Abstract 14739: Induction of Native Cardiomyocyte Cell Cycle Re-Entry by Transplanted Cells as a Novel Mechanism of Therapeutic Regeneration in the Heart
Background: The extent of cardiomyocyte (CM) turnover in adult mammals remains unclear, while controversy surrounds the putative mechanisms of CM replenishment. Using a genetic fate mapping approach and objective methods of quantification, we investigated the ability of adult CMs to re-enter the cell cycle in the normal, infarcted and cell-treated heart.

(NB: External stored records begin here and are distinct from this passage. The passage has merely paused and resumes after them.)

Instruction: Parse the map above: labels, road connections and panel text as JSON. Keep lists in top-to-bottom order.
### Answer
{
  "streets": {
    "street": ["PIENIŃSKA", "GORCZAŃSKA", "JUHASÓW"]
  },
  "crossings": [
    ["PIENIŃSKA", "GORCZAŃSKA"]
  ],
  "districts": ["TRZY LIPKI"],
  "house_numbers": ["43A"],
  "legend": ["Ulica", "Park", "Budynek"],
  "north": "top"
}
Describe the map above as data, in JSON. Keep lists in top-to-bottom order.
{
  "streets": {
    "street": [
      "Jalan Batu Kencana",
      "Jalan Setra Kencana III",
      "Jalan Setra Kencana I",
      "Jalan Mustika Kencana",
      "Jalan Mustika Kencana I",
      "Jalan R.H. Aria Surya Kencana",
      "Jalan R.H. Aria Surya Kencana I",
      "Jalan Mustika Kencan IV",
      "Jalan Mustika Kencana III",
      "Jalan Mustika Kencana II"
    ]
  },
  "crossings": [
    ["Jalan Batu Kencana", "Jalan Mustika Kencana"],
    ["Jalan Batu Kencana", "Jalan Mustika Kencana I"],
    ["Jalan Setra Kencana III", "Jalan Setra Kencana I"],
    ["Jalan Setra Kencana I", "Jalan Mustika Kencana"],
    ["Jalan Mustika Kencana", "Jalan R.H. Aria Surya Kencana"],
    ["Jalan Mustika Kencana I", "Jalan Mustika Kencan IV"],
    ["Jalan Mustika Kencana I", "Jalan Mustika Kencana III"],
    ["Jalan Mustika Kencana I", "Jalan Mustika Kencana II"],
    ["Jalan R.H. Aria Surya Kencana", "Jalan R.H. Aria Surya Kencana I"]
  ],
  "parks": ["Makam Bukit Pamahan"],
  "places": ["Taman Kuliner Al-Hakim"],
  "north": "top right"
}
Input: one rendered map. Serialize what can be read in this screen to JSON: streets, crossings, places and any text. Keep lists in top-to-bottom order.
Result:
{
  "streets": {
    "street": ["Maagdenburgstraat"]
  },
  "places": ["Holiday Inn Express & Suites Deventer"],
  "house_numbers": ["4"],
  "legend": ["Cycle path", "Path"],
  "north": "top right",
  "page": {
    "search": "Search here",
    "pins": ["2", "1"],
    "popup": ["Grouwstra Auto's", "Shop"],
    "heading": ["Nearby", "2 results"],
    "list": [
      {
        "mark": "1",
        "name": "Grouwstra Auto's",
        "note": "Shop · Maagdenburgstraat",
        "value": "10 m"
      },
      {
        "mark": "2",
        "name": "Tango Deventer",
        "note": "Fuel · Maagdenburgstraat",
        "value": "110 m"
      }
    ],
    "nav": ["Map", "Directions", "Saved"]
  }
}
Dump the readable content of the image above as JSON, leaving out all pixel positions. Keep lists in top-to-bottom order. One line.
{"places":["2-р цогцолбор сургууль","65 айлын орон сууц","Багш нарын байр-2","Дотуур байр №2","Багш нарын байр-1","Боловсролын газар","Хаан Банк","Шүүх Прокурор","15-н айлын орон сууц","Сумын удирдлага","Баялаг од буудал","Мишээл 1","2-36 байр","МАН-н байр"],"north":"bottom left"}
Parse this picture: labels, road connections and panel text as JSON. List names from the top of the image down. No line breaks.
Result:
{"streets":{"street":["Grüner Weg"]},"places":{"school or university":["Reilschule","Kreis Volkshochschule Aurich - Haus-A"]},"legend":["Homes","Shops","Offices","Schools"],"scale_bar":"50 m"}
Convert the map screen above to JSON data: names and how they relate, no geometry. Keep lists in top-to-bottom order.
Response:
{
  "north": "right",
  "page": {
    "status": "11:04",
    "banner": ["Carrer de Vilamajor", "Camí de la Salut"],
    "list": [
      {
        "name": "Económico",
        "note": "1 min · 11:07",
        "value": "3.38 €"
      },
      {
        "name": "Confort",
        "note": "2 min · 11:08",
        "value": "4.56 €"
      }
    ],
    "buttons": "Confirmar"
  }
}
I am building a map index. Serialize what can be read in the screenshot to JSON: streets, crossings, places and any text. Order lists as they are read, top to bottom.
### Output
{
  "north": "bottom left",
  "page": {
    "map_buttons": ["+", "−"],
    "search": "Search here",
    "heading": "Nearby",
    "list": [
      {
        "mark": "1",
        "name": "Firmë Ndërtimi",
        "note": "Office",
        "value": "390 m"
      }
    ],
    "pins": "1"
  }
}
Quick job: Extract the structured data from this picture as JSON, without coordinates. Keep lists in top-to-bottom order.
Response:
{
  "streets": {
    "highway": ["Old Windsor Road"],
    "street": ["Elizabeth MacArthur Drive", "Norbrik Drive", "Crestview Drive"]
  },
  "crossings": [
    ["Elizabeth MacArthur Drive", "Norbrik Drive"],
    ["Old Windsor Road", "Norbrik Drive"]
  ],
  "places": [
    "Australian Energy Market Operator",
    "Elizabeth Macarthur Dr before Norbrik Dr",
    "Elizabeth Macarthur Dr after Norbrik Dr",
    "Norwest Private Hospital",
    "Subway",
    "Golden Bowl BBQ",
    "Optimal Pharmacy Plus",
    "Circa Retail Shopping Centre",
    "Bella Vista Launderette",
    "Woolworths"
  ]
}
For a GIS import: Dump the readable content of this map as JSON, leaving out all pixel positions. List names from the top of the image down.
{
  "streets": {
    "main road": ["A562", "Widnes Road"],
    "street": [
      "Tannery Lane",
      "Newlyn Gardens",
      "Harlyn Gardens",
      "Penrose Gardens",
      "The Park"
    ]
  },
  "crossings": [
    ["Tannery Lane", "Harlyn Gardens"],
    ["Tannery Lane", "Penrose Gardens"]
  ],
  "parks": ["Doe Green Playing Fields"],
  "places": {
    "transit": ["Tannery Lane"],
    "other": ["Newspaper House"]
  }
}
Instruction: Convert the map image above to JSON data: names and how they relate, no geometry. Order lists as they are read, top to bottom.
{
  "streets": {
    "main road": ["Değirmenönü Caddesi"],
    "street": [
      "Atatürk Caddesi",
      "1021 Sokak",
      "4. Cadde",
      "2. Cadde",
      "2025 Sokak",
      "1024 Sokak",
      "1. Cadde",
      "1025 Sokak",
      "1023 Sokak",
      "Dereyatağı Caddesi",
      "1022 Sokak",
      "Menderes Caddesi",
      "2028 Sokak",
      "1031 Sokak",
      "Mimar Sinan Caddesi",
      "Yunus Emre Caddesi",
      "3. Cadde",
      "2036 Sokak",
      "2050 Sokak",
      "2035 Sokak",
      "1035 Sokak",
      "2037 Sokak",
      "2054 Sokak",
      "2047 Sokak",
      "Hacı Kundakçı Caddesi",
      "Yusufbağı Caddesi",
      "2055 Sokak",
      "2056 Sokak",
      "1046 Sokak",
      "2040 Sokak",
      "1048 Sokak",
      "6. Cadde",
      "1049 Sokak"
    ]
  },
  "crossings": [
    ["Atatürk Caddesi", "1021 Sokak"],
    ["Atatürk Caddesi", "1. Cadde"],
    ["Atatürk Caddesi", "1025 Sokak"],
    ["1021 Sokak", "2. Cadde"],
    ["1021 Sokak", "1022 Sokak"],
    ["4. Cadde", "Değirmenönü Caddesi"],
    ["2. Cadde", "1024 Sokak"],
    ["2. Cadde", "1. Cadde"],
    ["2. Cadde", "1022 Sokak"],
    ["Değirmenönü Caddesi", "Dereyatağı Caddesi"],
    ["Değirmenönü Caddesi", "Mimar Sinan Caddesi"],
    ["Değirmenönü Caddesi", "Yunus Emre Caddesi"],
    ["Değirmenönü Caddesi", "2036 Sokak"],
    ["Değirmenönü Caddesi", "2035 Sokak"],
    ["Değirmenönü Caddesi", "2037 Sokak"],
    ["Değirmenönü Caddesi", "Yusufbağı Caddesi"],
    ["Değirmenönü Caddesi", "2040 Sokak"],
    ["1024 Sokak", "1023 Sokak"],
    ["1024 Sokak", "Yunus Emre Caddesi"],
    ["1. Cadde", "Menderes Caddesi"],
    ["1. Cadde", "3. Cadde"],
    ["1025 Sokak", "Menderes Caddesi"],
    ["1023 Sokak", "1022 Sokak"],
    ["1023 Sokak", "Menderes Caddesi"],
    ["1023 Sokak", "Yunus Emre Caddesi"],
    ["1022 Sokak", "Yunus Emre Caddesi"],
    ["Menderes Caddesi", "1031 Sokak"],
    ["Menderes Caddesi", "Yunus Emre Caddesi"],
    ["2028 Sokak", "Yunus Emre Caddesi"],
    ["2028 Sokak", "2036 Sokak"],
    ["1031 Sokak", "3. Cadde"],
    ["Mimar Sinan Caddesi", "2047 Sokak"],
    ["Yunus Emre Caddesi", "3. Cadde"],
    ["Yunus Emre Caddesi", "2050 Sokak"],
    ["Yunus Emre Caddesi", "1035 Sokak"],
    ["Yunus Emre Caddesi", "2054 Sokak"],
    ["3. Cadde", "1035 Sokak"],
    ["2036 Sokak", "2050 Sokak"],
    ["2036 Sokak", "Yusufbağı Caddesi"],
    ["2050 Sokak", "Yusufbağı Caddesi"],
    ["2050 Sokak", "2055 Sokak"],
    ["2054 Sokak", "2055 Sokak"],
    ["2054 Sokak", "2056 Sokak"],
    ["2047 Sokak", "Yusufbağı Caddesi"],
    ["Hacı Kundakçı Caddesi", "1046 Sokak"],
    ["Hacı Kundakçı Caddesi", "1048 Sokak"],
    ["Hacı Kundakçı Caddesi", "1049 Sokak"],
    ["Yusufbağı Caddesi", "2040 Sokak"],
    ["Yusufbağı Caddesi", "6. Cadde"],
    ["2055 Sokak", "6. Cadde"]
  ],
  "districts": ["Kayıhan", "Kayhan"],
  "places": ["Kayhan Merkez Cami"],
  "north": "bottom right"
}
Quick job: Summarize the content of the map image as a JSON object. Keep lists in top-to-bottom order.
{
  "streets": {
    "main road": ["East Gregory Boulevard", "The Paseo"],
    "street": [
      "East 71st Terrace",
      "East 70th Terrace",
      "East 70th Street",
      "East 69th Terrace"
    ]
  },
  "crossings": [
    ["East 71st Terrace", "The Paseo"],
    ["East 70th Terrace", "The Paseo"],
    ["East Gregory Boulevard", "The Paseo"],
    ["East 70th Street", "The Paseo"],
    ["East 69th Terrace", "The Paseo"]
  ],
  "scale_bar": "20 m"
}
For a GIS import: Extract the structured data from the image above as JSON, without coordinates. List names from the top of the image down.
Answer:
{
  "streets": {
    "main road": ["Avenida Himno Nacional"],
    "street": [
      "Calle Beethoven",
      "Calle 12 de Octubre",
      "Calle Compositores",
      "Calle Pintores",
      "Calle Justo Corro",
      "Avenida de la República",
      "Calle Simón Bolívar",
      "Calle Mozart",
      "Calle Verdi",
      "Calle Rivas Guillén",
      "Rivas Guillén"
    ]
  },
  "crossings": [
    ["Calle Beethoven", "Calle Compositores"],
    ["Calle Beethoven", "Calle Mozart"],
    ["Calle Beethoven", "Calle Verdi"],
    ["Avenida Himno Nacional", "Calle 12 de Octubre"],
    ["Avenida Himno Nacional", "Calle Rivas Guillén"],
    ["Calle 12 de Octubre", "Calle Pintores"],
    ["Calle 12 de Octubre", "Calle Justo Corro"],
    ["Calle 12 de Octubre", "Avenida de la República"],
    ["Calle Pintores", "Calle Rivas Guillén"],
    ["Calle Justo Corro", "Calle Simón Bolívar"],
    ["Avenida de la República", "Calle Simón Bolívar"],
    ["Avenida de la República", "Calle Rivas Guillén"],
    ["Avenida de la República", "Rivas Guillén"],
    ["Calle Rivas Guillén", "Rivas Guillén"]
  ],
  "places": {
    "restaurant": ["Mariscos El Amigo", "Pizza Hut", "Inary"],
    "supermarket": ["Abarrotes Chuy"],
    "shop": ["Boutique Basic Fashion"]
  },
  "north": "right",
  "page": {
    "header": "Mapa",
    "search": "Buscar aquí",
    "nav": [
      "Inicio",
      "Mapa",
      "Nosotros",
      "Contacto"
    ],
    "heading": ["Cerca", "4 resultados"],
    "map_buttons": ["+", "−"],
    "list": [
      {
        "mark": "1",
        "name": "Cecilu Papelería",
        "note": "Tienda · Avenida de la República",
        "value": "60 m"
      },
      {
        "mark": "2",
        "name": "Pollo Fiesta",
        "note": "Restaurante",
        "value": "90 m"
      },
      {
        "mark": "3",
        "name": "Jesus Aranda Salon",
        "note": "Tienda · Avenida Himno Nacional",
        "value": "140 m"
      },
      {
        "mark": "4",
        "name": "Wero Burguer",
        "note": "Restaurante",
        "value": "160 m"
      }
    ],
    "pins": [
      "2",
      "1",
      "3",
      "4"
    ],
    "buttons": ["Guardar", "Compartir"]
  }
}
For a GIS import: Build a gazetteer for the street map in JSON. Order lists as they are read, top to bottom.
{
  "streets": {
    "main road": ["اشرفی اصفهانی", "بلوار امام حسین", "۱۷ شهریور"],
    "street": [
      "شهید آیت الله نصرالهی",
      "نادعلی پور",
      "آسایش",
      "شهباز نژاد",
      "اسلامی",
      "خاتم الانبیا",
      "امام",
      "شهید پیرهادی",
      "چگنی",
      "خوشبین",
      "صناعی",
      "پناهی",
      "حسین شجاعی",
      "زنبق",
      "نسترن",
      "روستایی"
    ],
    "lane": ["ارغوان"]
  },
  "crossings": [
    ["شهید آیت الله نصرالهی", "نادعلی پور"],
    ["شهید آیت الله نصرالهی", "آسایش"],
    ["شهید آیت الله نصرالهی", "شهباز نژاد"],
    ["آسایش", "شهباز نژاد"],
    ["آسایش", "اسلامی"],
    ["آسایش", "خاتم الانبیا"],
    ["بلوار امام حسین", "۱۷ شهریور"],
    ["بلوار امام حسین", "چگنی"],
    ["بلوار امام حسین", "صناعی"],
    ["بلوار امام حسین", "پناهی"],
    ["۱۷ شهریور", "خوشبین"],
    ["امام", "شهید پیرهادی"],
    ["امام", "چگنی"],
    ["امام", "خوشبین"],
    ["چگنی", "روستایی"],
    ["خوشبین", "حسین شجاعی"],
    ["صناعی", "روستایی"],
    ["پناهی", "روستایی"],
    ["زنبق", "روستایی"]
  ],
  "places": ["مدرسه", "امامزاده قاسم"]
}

Methods & Results: Tamoxifen pulsing of bitransgenic MerCreMer-ZEG mice (αMHC promoter driving expression of tamoxifen-inducible Cre), resulted in efficient (~80%) and specific labeling of CMs by GFP. Mice were then subjected to: a) sham surgery, b) myocardial infarction (MI), and c) MI followed by cardiosphere-derived cell (CDC) injection. Mice were pulsed with BrdU daily for up to 5 weeks. CMs, isolated by Langendorff enzymatic dissociation, underwent FACS-sorting for GFP (>98.9% GFP+, with minimal contamination by non-CMs) and subsequent flow cytometry for BrdU and Ki67. The normal adult mouse heart contains a small pool of cycling resident CMs (~0.08%/week, projecting to a CM turnover of ~1.3-4%/yr), which roughly doubles during the first 3 weeks after MI. Transplantation of CDCs further dramatically upregulates the percentage of cycling host CMs (to ~0.7%/week), while boosting heart function, reducing scar size and increasing viable myocardium. Immunocytochemistry of isolated CMs confirmed the flow cytometry results, while PCR microarray analysis showed upregulation of several genes associated with cell-cycle progression in CMs post MI, the expression of which was further amplified by CDC therapy. Cycling CMs are smaller, more mononucleated and primarily located in the infarct border zone. The observed phenomena could not be explained by progenitor cell proliferation, CM polyploidization, bi/multinucleation, cell fusion or DNA repair. Quantitative estimates (by comparing cycling in GFP+ and GFP- CM fractions) indicate that CM proliferation accounts for as much therapeutic regeneration as does recruitment of endogenous stem cells.
Conclusions: Bystander-induced proliferation of native cardiomyocytes represents a significant, previously-unrecognized mechanism of cardiac regeneration in response to cell therapy.
- © 2012 by American Heart Association, Inc.